[Available data]
• • •

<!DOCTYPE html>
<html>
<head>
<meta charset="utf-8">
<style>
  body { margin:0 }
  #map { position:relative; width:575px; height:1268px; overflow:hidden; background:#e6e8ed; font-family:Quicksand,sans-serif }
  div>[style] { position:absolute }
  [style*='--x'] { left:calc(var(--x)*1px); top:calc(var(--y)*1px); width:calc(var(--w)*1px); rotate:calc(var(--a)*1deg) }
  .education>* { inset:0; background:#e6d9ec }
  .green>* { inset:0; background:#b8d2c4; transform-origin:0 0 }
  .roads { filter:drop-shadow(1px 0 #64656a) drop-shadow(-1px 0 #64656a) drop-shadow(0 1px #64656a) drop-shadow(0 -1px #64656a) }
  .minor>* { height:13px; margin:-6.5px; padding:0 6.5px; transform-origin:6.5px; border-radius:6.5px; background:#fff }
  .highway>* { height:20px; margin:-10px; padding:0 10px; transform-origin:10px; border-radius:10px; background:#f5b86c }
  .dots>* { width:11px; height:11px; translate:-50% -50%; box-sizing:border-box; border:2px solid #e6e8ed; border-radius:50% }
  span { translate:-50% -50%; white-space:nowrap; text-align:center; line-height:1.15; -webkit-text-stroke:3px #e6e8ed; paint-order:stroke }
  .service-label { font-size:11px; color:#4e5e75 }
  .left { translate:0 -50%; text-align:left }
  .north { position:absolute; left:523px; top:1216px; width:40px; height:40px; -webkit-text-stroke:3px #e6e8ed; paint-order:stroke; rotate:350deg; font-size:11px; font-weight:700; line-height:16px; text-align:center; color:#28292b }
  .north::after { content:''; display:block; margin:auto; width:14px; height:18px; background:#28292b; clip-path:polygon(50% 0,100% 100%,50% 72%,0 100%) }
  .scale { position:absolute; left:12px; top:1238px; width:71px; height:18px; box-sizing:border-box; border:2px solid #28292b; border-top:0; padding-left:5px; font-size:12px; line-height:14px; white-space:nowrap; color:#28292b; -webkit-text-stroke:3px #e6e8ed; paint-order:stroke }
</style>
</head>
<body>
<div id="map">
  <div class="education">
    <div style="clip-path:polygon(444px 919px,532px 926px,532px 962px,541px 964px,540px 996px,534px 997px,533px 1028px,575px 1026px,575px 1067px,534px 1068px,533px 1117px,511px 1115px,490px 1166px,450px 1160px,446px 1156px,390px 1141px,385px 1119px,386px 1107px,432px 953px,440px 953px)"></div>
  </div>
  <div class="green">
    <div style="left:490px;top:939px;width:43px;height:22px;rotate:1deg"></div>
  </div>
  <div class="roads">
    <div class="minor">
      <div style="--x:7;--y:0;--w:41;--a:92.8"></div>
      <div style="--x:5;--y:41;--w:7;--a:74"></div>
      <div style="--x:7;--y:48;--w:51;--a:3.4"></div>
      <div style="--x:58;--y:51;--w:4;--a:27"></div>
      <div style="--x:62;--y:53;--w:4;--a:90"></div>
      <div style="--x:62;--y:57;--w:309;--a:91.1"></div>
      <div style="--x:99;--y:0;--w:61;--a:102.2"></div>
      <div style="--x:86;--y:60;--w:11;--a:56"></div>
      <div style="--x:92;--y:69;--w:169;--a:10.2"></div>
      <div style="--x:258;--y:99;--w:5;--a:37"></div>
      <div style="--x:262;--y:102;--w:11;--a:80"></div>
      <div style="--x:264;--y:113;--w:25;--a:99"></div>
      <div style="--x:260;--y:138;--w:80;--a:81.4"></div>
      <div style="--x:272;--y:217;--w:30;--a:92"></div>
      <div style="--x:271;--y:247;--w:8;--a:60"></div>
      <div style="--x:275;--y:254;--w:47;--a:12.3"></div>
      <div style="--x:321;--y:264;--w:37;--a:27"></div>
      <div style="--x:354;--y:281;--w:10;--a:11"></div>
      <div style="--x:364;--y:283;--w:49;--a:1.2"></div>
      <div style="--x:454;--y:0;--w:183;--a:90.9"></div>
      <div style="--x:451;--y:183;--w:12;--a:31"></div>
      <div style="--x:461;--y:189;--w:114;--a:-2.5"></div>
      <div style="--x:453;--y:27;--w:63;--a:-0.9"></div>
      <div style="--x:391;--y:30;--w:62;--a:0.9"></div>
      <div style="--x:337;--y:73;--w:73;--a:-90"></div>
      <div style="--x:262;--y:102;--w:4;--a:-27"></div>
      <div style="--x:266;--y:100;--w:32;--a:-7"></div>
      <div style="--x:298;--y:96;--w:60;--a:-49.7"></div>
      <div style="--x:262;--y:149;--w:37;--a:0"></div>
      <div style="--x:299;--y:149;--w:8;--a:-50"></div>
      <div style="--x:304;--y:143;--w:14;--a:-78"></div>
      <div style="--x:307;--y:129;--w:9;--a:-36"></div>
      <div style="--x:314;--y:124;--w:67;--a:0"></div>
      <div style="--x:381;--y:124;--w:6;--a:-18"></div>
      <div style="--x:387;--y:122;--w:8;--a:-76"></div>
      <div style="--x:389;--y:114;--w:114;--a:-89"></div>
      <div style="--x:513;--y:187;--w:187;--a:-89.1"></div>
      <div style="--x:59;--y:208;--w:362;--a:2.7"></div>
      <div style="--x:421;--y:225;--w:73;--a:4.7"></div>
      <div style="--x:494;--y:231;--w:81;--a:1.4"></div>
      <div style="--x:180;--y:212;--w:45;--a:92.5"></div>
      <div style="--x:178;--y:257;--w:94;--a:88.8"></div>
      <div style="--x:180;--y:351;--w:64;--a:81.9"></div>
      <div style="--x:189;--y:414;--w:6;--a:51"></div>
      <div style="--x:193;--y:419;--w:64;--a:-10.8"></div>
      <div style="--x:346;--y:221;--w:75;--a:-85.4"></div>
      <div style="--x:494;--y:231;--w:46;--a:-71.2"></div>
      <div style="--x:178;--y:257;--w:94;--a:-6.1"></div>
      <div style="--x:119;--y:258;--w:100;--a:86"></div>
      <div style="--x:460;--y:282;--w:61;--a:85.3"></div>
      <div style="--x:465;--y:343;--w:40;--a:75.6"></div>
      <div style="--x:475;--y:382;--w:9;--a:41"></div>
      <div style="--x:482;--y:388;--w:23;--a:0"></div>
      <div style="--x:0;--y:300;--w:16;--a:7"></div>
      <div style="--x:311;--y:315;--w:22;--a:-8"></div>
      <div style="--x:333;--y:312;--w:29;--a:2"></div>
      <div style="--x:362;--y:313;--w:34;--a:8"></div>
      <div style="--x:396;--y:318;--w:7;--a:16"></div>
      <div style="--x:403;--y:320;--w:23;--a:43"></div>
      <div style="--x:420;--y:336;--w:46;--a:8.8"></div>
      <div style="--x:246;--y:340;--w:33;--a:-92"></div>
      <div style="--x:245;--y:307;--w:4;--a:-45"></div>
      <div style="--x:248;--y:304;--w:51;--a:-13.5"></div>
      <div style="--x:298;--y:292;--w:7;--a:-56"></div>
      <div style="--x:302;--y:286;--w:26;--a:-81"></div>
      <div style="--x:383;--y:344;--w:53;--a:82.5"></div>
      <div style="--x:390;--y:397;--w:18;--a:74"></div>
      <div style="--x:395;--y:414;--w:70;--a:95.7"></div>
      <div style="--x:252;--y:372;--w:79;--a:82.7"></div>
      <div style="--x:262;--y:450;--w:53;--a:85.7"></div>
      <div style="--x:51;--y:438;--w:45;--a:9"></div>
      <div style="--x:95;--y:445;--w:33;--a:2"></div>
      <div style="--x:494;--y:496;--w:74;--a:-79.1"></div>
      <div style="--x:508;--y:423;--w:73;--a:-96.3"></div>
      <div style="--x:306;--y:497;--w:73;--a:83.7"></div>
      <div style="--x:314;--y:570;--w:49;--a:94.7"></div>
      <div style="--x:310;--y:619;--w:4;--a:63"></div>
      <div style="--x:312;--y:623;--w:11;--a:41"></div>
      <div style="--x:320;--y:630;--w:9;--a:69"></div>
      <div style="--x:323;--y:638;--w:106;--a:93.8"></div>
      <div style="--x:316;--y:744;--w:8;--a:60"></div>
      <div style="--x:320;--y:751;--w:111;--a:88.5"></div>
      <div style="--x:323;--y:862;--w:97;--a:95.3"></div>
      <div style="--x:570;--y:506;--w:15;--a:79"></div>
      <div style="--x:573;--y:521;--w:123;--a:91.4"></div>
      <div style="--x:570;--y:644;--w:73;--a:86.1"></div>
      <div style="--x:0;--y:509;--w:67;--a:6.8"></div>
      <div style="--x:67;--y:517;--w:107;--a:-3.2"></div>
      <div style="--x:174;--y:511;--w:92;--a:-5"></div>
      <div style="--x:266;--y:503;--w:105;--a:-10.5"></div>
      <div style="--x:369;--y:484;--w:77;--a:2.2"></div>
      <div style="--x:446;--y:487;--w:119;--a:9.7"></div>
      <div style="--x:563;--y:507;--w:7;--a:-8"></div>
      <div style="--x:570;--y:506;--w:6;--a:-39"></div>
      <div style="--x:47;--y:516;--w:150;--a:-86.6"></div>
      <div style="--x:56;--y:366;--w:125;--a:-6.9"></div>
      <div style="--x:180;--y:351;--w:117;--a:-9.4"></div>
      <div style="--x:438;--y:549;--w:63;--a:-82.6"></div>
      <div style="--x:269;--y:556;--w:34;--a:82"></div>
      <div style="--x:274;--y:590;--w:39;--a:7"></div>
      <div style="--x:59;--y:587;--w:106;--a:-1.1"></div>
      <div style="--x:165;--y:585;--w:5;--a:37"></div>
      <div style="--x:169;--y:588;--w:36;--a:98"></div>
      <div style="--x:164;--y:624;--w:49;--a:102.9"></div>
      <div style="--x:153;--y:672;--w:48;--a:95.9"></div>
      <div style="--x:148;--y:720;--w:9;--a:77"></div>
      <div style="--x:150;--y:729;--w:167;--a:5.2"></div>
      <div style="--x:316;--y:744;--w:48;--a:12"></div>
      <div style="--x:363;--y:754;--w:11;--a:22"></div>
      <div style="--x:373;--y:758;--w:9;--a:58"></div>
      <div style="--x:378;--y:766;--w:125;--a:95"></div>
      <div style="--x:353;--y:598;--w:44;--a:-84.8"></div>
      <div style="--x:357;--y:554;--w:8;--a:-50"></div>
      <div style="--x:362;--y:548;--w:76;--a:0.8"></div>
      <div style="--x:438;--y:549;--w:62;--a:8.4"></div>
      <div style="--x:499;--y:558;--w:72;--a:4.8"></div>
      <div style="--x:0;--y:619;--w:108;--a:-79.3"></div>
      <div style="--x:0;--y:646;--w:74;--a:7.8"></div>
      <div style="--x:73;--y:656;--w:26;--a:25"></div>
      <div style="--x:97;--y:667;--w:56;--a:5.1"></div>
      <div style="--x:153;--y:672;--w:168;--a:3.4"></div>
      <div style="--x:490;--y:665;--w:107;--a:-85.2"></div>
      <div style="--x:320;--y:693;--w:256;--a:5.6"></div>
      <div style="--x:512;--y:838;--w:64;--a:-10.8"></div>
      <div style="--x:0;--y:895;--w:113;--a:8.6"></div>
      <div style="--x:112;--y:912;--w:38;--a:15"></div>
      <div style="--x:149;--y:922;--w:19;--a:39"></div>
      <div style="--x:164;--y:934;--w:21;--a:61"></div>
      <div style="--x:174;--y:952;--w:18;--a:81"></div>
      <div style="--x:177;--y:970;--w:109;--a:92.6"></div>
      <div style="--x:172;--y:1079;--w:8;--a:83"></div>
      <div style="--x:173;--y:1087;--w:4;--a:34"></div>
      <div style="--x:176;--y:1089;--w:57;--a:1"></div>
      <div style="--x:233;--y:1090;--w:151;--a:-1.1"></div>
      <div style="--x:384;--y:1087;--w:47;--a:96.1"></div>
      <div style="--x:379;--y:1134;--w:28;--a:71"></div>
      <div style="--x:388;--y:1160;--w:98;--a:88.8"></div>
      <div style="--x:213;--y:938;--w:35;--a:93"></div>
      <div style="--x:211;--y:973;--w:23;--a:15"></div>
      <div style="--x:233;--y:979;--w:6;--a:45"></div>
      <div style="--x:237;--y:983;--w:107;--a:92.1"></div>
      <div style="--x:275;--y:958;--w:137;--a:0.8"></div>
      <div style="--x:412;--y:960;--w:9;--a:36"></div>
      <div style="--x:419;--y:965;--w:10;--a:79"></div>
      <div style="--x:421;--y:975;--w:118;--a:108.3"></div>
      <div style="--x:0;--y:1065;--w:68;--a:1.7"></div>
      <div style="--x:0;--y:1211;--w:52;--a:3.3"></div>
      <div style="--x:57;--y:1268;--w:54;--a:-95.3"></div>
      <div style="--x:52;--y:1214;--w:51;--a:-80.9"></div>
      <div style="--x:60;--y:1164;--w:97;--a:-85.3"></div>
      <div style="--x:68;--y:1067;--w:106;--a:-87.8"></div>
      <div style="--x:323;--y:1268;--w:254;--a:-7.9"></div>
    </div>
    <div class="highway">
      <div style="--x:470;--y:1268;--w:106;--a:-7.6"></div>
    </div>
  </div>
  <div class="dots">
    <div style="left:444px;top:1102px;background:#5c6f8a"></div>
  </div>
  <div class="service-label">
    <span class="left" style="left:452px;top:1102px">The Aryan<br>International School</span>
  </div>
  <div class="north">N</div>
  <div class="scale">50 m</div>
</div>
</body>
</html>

• • •

All lines that contain the word "left" should be copied from the listing.

[Task solution]
  [style*='--x'] { left:calc(var(--x)*1px); top:calc(var(--y)*1px); width:calc(var(--w)*1px); rotate:calc(var(--a)*1deg) }
  .left { translate:0 -50%; text-align:left }
  .north { position:absolute; left:523px; top:1216px; width:40px; height:40px; -webkit-text-stroke:3px #e6e8ed; paint-order:stroke; rotate:350deg; font-size:11px; font-weight:700; line-height:16px; text-align:center; color:#28292b }
  .scale { position:absolute; left:12px; top:1238px; width:71px; height:18px; box-sizing:border-box; border:2px solid #28292b; border-top:0; padding-left:5px; font-size:12px; line-height:14px; white-space:nowrap; color:#28292b; -webkit-text-stroke:3px #e6e8ed; paint-order:stroke }
    <div style="left:490px;top:939px;width:43px;height:22px;rotate:1deg"></div>
    <div style="left:444px;top:1102px;background:#5c6f8a"></div>
    <span class="left" style="left:452px;top:1102px">The Aryan<br>International School</span>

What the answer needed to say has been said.